O estigma que adoece

Chega Dezembro e, além das festividades, chega também o mês de luta e conscientização sobre o HIV, sendo o dia 1º de Dezembro o "Dia D" das ações de prevenção e conscientização.

A epidemia que teve seu início em 1980, com os primeiros casos (notificados e registrados) entre grupos bem definidos (homossexuais, hemofílicos, haitianos e usuários de drogas injetáveis) e que nos dias de hoje atinge a toda a população indiscriminadamente, não se desenrolou até os dias de hoje sem trazer consigo todo o histórico de sofrimento, exclusão, culpabilização e medo que foram característicos do início da epidemia. É sabido que muito avançamos desde o primeiro caso registrado, até hoje, quanto a conhecimentos sobre a infecção, meios de prevenção e de tratamento.

Neste ano tive a oportunidade de, por meio de um estágio da especialização, estar em contato com pessoas que vivem com o HIV, pessoas que se preocupam em terem tido o contato com o vírus e pessoas que sequer imaginavam terem se exposto a ele.

Mas será que nosso diálogo avançou junto? Começo com o questionamento se há algum diálogo, ou será que nos contentamos com a mentalidade e a compreensão do HIV e da AIDS de 1990? E isso é o suficiente para silenciar. Silenciar sobre HIV, Aids, gênero, sexo, sexualidade e poder. Silenciar pessoas vivendo com HIV. Silenciar pessoas que não vivem com HIV (não vivem em seus corpos, pois o vírus segue circulando pela sociedade, queiramos ou não).

Passar a viver com o HIV atualmente não traz apenas um vírus para dentro do corpo, que será controlado com medicamentos (assim como é uma diabetes, controlada por injeções de insulina e baixa ingesta de açúcares), mas traz também tudo o que não foi dito, ressignificado, recompreendido e que passa a ganhar espaço para viver, se reproduzir, crescer, assim como ocorre também com o ciclo de vida do vírus.

Coincidentemente (ou não), é também no estigma, no preconceito e na discriminação, que o HIV se encontra com as populações que atualmente tem maior vulnerabilidade à infecção pelo vírus: homens que fazem sexo com homens, mulheres, pessoas transgênero, trabalhadores(as) do sexo. São também estas populações, uma mais outra menos, as que não tem voz, não são ditas, não são ouvidas. Curioso, não?

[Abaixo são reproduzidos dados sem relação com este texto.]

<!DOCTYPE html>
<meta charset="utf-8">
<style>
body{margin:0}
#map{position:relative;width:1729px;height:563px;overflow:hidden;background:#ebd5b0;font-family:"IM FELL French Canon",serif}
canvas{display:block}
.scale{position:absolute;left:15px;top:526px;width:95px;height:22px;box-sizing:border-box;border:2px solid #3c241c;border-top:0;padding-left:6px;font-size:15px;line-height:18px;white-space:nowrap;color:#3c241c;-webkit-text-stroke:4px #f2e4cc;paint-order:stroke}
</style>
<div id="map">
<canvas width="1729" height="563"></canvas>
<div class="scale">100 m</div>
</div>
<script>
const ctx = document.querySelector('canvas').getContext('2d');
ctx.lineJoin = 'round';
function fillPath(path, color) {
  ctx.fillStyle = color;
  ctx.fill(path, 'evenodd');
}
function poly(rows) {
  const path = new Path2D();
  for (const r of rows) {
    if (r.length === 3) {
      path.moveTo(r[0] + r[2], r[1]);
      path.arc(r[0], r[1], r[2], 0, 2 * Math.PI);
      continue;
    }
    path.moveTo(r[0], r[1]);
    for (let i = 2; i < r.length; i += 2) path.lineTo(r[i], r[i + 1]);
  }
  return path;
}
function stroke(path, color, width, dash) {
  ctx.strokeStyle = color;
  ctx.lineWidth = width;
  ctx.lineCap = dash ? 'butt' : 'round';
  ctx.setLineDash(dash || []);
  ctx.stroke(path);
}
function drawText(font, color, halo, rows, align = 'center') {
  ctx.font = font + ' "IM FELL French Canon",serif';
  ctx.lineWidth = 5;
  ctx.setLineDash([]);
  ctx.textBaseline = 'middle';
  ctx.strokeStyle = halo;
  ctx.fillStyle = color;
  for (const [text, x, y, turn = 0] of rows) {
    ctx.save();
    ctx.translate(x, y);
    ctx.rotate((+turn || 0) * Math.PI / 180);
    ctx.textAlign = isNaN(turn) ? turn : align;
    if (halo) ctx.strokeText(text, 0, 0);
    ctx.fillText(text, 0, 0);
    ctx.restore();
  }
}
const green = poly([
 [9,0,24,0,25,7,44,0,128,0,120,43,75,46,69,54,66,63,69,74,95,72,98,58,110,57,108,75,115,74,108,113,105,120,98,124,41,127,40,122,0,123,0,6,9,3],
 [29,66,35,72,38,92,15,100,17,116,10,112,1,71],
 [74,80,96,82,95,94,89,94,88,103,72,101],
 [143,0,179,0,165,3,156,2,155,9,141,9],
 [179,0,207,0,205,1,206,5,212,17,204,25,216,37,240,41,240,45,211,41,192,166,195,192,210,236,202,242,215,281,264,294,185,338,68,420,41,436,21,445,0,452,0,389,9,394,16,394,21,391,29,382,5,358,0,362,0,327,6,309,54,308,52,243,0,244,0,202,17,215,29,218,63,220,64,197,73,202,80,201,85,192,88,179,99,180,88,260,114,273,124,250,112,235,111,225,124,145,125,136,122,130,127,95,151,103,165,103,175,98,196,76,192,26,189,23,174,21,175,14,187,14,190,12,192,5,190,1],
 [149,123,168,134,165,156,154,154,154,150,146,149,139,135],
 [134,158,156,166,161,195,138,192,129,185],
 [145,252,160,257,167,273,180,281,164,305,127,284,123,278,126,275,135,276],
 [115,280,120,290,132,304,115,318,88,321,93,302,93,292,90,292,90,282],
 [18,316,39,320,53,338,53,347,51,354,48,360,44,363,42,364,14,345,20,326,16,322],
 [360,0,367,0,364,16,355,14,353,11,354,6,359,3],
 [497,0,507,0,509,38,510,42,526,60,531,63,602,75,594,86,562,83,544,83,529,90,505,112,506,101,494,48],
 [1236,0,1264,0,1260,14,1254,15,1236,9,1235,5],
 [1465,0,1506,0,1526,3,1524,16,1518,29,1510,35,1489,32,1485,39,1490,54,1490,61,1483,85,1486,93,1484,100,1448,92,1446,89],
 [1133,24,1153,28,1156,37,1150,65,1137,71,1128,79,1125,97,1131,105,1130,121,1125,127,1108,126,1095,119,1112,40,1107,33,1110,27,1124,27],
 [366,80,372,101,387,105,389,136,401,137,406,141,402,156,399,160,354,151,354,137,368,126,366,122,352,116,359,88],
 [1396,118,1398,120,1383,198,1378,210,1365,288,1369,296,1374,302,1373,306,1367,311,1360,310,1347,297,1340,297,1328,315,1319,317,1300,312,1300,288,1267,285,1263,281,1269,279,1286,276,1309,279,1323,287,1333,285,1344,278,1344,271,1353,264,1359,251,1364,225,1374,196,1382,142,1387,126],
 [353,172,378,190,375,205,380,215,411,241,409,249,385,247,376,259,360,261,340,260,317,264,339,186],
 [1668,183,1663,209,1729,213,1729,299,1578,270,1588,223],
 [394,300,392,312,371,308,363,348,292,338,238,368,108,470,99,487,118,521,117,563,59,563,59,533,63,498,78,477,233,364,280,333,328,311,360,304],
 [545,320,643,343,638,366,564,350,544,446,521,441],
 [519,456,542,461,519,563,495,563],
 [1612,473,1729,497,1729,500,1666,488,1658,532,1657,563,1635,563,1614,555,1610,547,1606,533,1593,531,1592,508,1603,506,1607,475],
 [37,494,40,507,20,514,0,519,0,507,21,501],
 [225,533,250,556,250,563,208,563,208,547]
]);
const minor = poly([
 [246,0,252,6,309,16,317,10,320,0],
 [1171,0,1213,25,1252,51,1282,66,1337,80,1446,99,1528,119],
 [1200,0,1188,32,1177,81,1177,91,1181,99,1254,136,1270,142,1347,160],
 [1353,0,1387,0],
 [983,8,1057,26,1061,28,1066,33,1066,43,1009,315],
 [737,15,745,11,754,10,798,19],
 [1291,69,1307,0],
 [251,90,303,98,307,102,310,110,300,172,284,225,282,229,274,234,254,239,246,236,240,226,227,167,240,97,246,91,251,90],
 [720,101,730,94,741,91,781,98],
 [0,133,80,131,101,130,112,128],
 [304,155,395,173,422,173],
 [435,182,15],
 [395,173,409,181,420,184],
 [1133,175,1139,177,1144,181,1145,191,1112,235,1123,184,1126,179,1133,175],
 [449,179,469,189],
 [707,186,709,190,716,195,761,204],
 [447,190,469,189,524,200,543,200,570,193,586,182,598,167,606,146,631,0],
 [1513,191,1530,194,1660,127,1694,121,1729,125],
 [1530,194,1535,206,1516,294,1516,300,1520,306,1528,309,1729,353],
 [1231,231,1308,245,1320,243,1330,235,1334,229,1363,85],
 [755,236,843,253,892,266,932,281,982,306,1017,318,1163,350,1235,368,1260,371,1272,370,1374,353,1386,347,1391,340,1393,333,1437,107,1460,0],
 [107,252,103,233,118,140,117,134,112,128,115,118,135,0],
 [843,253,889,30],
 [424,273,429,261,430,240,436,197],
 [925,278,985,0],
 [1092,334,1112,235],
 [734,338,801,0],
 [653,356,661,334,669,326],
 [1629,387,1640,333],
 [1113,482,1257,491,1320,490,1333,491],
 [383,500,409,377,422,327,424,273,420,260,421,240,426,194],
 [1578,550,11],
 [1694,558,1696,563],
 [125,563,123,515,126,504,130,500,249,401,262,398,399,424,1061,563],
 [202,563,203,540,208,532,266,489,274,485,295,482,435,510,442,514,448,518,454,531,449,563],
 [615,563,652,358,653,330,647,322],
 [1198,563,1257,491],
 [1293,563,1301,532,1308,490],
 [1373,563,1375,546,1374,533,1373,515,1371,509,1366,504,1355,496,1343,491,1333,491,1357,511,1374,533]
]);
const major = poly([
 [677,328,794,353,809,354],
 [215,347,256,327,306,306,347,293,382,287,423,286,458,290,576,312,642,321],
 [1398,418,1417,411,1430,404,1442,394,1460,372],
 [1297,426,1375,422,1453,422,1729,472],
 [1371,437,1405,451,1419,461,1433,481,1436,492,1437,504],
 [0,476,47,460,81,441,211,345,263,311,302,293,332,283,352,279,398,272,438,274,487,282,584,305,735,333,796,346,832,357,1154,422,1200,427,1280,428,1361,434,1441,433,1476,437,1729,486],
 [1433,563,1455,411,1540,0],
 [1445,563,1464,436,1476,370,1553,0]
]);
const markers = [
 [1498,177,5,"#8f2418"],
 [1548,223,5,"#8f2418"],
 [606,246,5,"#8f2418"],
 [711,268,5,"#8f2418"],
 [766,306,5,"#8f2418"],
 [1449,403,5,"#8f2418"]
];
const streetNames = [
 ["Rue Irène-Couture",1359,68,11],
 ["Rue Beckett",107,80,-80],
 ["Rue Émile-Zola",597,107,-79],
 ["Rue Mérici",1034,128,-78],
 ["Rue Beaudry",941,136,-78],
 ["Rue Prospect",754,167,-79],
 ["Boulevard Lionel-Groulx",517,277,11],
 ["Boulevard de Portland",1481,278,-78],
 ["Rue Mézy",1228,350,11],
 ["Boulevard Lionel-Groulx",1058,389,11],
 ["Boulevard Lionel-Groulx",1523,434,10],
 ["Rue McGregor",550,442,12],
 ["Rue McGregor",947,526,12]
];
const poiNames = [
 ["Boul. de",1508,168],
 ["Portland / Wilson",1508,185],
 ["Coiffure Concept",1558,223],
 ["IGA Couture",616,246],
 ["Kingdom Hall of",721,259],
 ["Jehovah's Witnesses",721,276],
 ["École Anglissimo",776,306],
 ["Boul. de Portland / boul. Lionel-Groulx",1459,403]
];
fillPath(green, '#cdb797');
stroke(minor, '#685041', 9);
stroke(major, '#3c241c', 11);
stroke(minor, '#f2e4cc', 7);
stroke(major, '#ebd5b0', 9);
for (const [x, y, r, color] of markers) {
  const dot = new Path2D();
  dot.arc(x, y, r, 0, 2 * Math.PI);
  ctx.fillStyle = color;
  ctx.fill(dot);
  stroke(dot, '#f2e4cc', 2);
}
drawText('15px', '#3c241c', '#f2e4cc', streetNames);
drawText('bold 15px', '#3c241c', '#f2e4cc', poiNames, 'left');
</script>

Não, curioso não. Mas sim perigoso. O mesmo estigma do adoecimento, que renasce quando se ouve ou se lê "Amostra Reagente para HIV" de forma instantânea como medo, preocupações, culpa, tristeza, sensação de vazio, é resultado direto de algo que, escondido a sete chaves no inconsciente, dá mostra de sua existência. Faz-se presente e quer voz, quer espaço.

No caso das populações vulneráveis, é também o lugar dos que sofreram a morte em vida, o não lugar para existência, que faz com que estejam em maior risco de contato com o HIV e outras ISTs.

Penso que para além de descobrir a cura da Aids (cura que sim, é necessária), há que se encontrar a cura para a falta de informação, a cura para o olhar que julga. Compreender que quando falamos de risco para ter contato com o HIV, este existe na troca de fluidos com uma pessoa que viva com o HIV e não esteja em tratamento, o que a bem da verdade, estamos todos sujeitos. O estigma e a falta de informação é prejudicial a todos.

Permitam-se conhecer. Conhecer sobre o HIV. Conhecer a pessoa além da infecção. Conhecer além do que Hollywood mostra. Conhecer sobre seu estado sorológico. Uma coisa eu garanto: você provavelmente nunca saberia se eu não te dissesse, mas as pessoas com HIV existem, se cuidam mais do que eu e você e, principalmente, estão mais perto do que você imagina e você com certeza já se permitiu conhecer algumas delas.